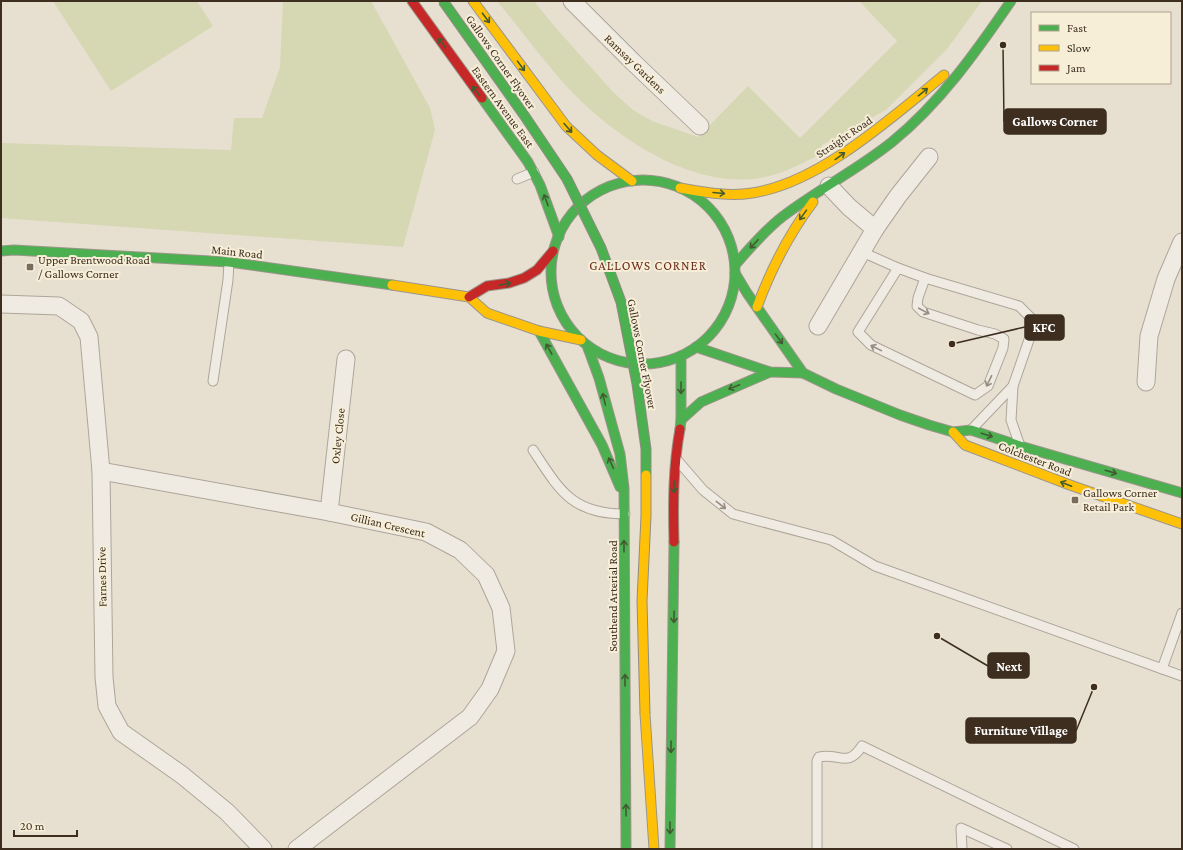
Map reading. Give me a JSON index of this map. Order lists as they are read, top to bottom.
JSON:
{
  "streets": {
    "main road": [
      "Gallows Corner Flyover",
      "Eastern Avenue East",
      "Straight Road",
      "Main Road",
      "Colchester Road",
      "Southend Arterial Road"
    ],
    "street": [
      "Ramsay Gardens",
      "Oxley Close",
      "Gillian Crescent",
      "Farnes Drive"
    ]
  },
  "crossings": [
    ["Straight Road", "Colchester Road"],
    ["Oxley Close", "Gillian Crescent"],
    ["Gillian Crescent", "Farnes Drive"]
  ],
  "districts": ["GALLOWS CORNER"],
  "places": {
    "other": [
      "Gallows Corner",
      "KFC",
      "Next",
      "Furniture Village"
    ],
    "transit": ["Upper Brentwood Road / Gallows Corner", "Gallows Corner Retail Park"]
  },
  "legend": ["Fast", "Slow", "Jam"],
  "scale_bar": "20 m"
}
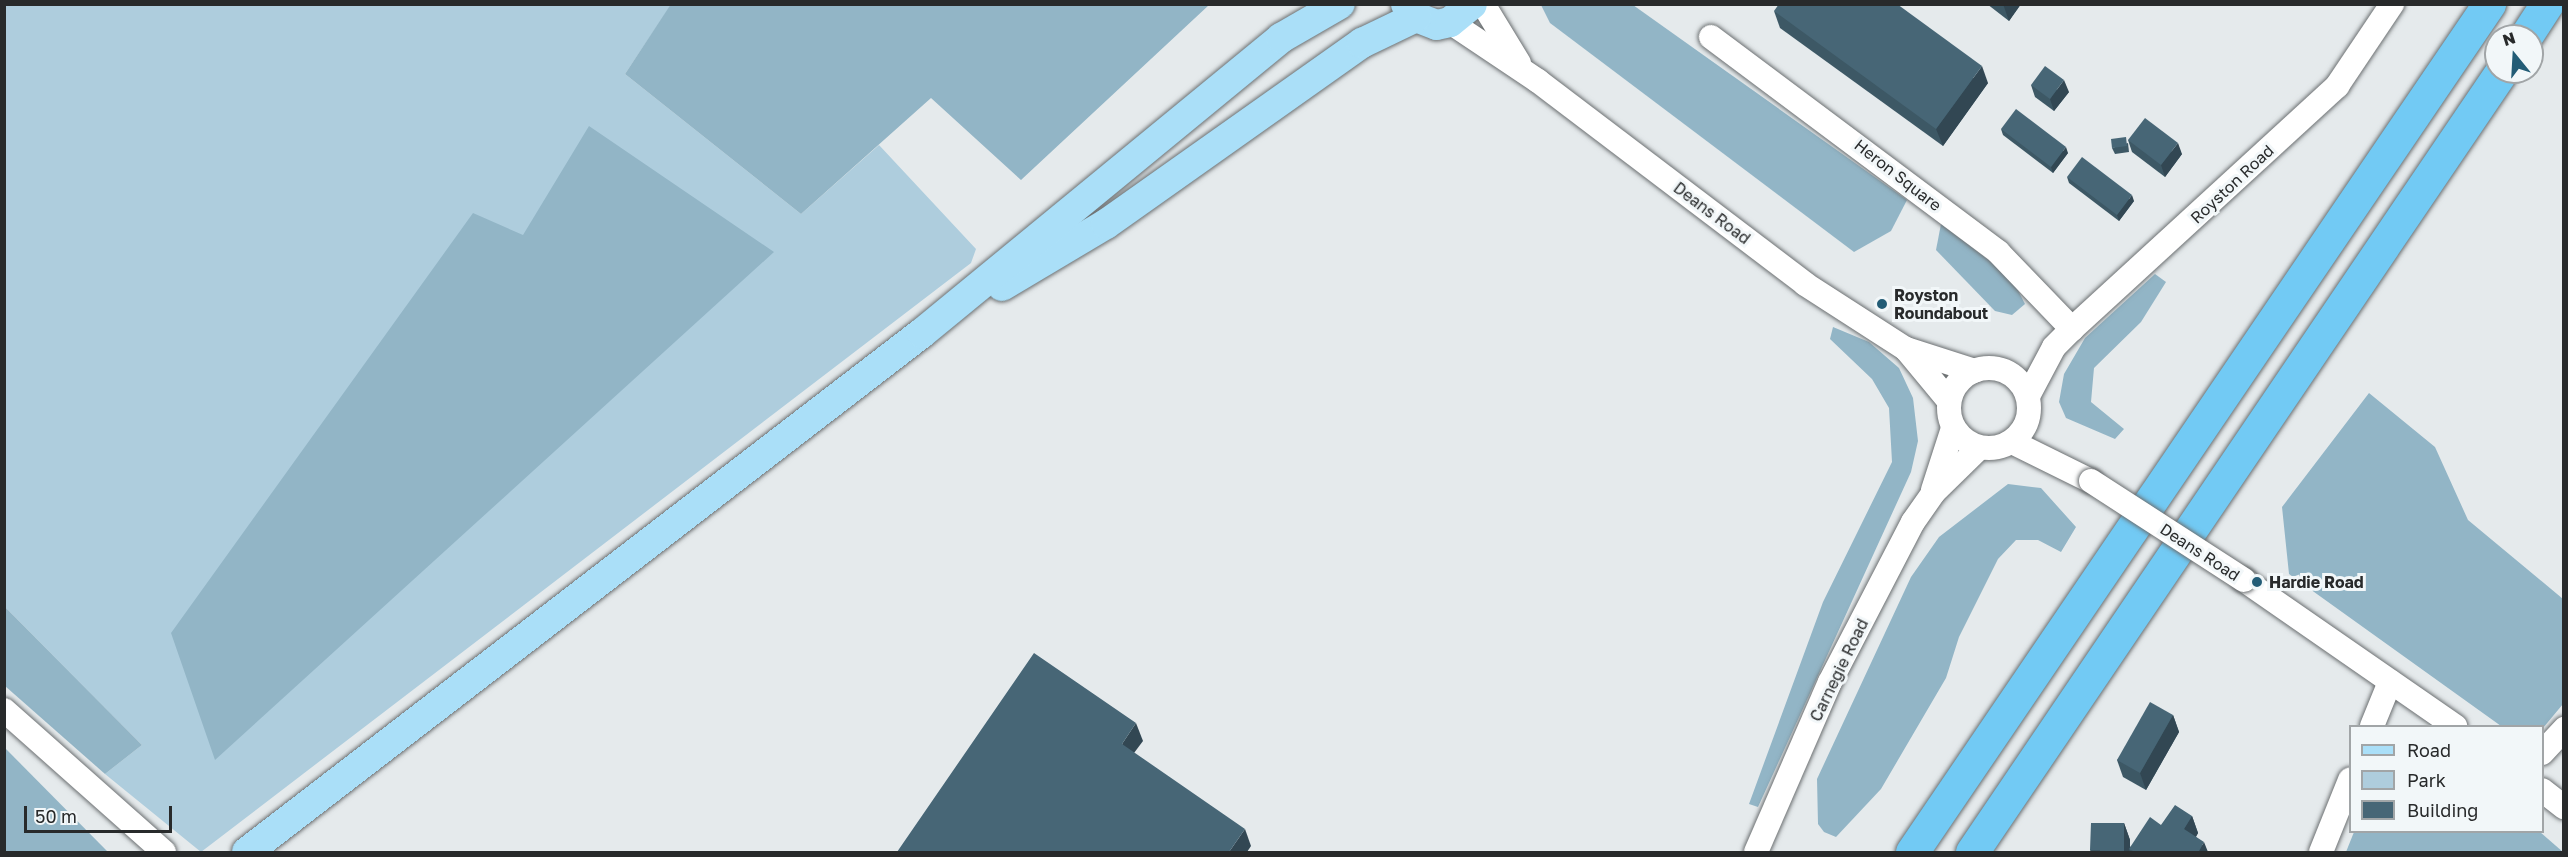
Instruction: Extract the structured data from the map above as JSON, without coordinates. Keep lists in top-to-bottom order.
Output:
{
  "streets": {
    "street": [
      "Heron Square",
      "Royston Road",
      "Deans Road",
      "Carnegie Road"
    ]
  },
  "crossings": [
    ["Heron Square", "Royston Road"],
    ["Royston Road", "Deans Road"],
    ["Royston Road", "Carnegie Road"],
    ["Deans Road", "Carnegie Road"]
  ],
  "places": ["Royston Roundabout", "Hardie Road"],
  "legend": ["Road", "Park", "Building"],
  "scale_bar": "50 m",
  "north": "top"
}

Task requirements:
Output the data above exactly, beginning at its first line and ending with the line that holds "Instruction: Extract the". Leave out the pictures and add nothing.

Completed task:
Map reading. Give me a JSON index of this map. Order lists as they are read, top to bottom.
JSON:
{
  "streets": {
    "main road": [
      "Gallows Corner Flyover",
      "Eastern Avenue East",
      "Straight Road",
      "Main Road",
      "Colchester Road",
      "Southend Arterial Road"
    ],
    "street": [
      "Ramsay Gardens",
      "Oxley Close",
      "Gillian Crescent",
      "Farnes Drive"
    ]
  },
  "crossings": [
    ["Straight Road", "Colchester Road"],
    ["Oxley Close", "Gillian Crescent"],
    ["Gillian Crescent", "Farnes Drive"]
  ],
  "districts": ["GALLOWS CORNER"],
  "places": {
    "other": [
      "Gallows Corner",
      "KFC",
      "Next",
      "Furniture Village"
    ],
    "transit": ["Upper Brentwood Road / Gallows Corner", "Gallows Corner Retail Park"]
  },
  "legend": ["Fast", "Slow", "Jam"],
  "scale_bar": "20 m"
}
Instruction: Extract the structured data from the map above as JSON, without coordinates. Keep lists in top-to-bottom order.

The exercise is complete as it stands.